'Muzzarelli fa sciacallaggio politico, nodo Modena a rischio anche con piene piccole. Interventi strutturali in ritardo di anni. Si acceleri su quelli anziché fare propaganda”. Si sintetizza così il botta e risposta tra sindaco di Modena, Giancarlo Muzzarelli, che oggi ha relazionato in Consiglio Comunale sull'emergenza maltempo, e i consiglieri comunale e provinciale di Forza Italia Piergiulio Giacobazzi e Antonio Platis sull'emergenza maltempo e sulle conseguenze a Modena.
Le piogge cadute anche a Modena a partire dalla notte tra lunedì 15 e martedì 16 maggio, con un’allerta rossa per criticità idraulica, hanno provocato un innalzamento dei livelli di tutti i fiumi e corsi d’acqua maggiori che ha superato abbondantemente la soglia 3 di allerta.

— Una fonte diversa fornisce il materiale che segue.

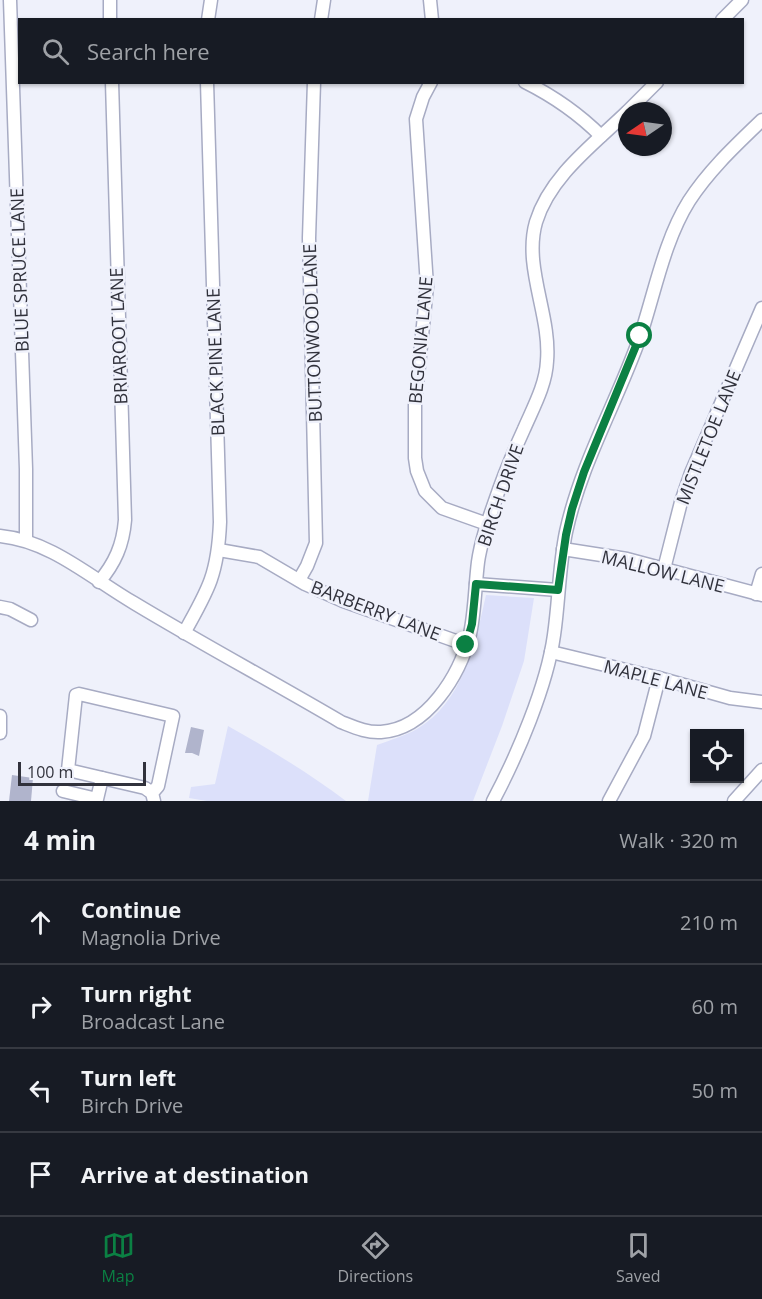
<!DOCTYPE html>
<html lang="en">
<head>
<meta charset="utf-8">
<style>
	:root { --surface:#171b24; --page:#242831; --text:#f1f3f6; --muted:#9ea1a6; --line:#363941; --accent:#0b8043 }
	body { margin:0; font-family:"Open Sans",sans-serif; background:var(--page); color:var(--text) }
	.controls { position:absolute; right:18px; bottom:18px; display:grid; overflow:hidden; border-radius:0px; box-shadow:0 2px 4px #0004 }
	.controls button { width:54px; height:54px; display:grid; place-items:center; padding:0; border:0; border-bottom:2px solid var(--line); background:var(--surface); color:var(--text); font:30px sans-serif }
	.compass { position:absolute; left:618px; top:102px; width:54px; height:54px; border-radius:50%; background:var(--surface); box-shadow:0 2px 4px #0004; rotate:257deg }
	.scale { position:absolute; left:18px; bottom:15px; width:128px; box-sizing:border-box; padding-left:6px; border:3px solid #31323c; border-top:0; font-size:16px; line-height:21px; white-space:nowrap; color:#31323c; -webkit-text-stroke:4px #eff1fb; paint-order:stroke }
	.stop { position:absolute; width:18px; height:18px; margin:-14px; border:4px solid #0b8043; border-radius:50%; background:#fff }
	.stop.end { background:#0b8043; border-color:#fff; box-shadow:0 2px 6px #0008 }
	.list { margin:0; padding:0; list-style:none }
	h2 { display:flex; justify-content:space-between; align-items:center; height:78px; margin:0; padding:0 24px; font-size:26px }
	h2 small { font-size:20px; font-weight:400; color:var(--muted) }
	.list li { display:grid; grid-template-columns:39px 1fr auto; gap:18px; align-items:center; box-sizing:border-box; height:84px; padding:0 24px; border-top:2px solid var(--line) }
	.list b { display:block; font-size:22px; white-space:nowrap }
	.list p { margin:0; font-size:20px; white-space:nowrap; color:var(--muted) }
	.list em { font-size:20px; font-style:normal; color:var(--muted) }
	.icon { flex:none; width:33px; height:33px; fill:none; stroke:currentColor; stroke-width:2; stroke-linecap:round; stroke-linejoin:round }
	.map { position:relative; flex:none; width:762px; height:801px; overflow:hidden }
	.search { position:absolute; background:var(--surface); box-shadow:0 2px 4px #0004; left:18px; right:18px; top:18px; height:66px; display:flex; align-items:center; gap:15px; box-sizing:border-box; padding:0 21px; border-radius:0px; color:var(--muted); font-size:22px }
	.sheet { height:414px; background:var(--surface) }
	nav { display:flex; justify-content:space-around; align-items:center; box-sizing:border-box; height:84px; border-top:2px solid var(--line); background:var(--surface); font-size:16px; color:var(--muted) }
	nav a { display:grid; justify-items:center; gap:3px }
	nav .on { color:var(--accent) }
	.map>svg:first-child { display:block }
</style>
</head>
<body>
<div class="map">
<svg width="762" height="801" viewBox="0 0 762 801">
	<rect width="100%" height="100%" fill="#eff1fb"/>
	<g fill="#dce0fa">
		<path d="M 486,595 L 534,598 L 524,661 L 502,726 L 473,801 L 368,801 L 377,745 C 390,740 405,736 417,729 C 463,702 475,644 486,595 Z"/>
		<path d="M 228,726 C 269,749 309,773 346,801 L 207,801 L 189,798 L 191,787 L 215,784 Z"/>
	</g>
	<g fill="#b0b4cc">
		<path d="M 191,727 L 204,730 L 199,756 L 192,753 L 185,753 Z"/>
		<path d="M 12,775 L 33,778 L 31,801 L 9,801 Z"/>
	</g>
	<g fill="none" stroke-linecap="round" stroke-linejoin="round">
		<defs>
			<g id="minor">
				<path d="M 10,0 L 26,469 L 26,540"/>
				<path d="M 430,0 L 432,20"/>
				<path d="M 110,20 L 110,0"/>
				<path d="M 208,20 L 211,0"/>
				<path d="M 321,20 L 324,0"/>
				<path d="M 722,20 L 742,0"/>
				<path d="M 431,82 L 423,97 L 416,119 L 427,286 L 415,405 L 415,458 L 417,471 L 425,491 L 442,508 L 487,524"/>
				<path d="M 525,82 C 555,97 578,113 601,136"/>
				<path d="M 628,111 L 657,82"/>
				<path d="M 0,536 C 51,541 91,578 134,603 C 202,644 273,682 341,722 C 354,727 367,733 381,732 C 427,729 460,675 470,634 C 475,611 475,586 478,562 C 481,541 488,521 495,501 C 503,477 513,453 524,429 C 533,408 546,385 547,361 C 551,315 523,267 536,222 C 550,176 594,144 627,112"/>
				<path d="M 563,549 L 627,559 L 762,595"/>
				<path d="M 219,550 L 259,557 L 305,584 L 343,601 L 467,645"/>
				<path d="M 664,569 L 681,502 L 691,473 L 762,308"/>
				<path d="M 299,580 L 307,566 L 316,543 L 309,238 L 314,82"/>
				<path d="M 99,582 C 115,563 123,545 125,520 L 112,82"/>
				<path d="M 476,584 L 558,590"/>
				<path d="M 756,594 L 762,574"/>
				<path d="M 0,607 L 10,609 L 31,620"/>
				<path d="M 184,633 C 209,589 218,573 220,522 L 207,82"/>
				<path d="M 551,652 L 659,678 L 730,698 L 762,702"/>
				<path d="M 0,716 L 0,733"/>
				<path d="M 63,791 L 97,799 L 102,778"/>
				<path d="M 152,793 L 158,786 L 173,716 L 79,694 L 76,695 L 68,770 L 145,788 L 152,793 L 154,801"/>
				<path d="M 493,801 C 517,756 547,686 554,635 C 559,601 559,566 566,532 C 581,463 617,402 640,337 C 655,292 664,241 689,201 C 709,170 736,145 762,120"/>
				<path d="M 609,801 L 644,736 L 659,678"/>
				<path d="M 734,801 L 762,770"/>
			</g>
		</defs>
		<use href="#minor" stroke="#a7abc3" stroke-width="15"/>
		<use href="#minor" stroke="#fff" stroke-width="12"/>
	</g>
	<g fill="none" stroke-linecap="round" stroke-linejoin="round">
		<path stroke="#0b8043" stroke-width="8" d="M 466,645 L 472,624 L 476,584 L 558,590 L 566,535 L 572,509 L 584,472 L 640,336"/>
	</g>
	<g text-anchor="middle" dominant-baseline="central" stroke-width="5" stroke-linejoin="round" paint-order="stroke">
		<g font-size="18" fill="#31323c" stroke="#eff1fb">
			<text transform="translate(19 270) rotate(-92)">BLUE SPRUCE LANE</text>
			<text transform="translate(312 333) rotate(-92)">BUTTONWOOD LANE</text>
			<text transform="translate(118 336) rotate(-92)">BRIAROOT LANE</text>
			<text transform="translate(420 340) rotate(-85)">BEGONIA LANE</text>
			<text transform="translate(215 362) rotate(-92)">BLACK PINE LANE</text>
			<text transform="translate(708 437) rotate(-68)">MISTLETOE LANE</text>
			<text transform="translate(500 495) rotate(-71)">BIRCH DRIVE</text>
			<text transform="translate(663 571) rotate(14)">MALLOW LANE</text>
			<text transform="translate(376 610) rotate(21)">BARBERRY LANE</text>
			<text transform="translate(656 679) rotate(15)">MAPLE LANE</text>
		</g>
	</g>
</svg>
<div class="controls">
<button><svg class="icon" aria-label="locate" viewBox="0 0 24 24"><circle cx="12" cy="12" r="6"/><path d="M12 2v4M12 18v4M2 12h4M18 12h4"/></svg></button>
</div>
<svg class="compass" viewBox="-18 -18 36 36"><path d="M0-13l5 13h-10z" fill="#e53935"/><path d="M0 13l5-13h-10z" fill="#9ea1a6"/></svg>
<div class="scale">100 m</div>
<div class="stop" style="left:640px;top:336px"></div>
<div class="stop end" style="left:466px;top:645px"></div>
<div class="search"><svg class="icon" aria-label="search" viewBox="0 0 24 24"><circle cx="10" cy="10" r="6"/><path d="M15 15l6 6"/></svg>Search here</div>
</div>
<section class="sheet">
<h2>4 min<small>Walk · 320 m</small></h2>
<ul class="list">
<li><svg class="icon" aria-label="ahead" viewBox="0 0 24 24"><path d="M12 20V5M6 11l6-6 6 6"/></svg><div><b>Continue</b><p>Magnolia Drive</p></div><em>210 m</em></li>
<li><svg class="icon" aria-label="right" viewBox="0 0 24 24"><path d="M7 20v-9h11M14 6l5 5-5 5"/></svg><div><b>Turn right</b><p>Broadcast Lane</p></div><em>60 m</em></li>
<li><svg class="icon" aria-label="left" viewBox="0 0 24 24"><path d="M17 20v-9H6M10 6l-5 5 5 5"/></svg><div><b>Turn left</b><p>Birch Drive</p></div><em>50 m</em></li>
<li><svg class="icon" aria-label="arrive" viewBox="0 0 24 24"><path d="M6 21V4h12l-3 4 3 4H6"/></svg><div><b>Arrive at destination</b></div></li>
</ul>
</section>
<nav>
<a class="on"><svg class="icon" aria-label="map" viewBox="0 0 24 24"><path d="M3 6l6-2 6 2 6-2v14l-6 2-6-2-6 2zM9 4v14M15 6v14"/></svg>Map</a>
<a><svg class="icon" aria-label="directions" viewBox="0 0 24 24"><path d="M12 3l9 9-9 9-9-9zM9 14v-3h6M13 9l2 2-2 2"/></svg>Directions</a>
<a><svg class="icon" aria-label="saved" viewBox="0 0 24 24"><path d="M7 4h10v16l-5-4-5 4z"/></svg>Saved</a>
</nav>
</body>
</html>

“La dimensione dell’evento per Modena è stata enorme – ha spiegato il sindaco – tra i massimi livelli mai raggiunti, ma grazie anche ai lavori che sono stati realizzati sugli argini negli ultimi anni non ci sono stati problemi particolari”. Il Secchia ha raggiunto, infatti, i 10,51 metri a Ponte Alto verso la mezzanotte di mercoledì. Per contenerlo nelle ultime 48 ore, oltre alla casse di espansione primaria e laterale, sono stati fondamentali i lavori di questi anni svolti lungo gli argini e nella sezione idraulica.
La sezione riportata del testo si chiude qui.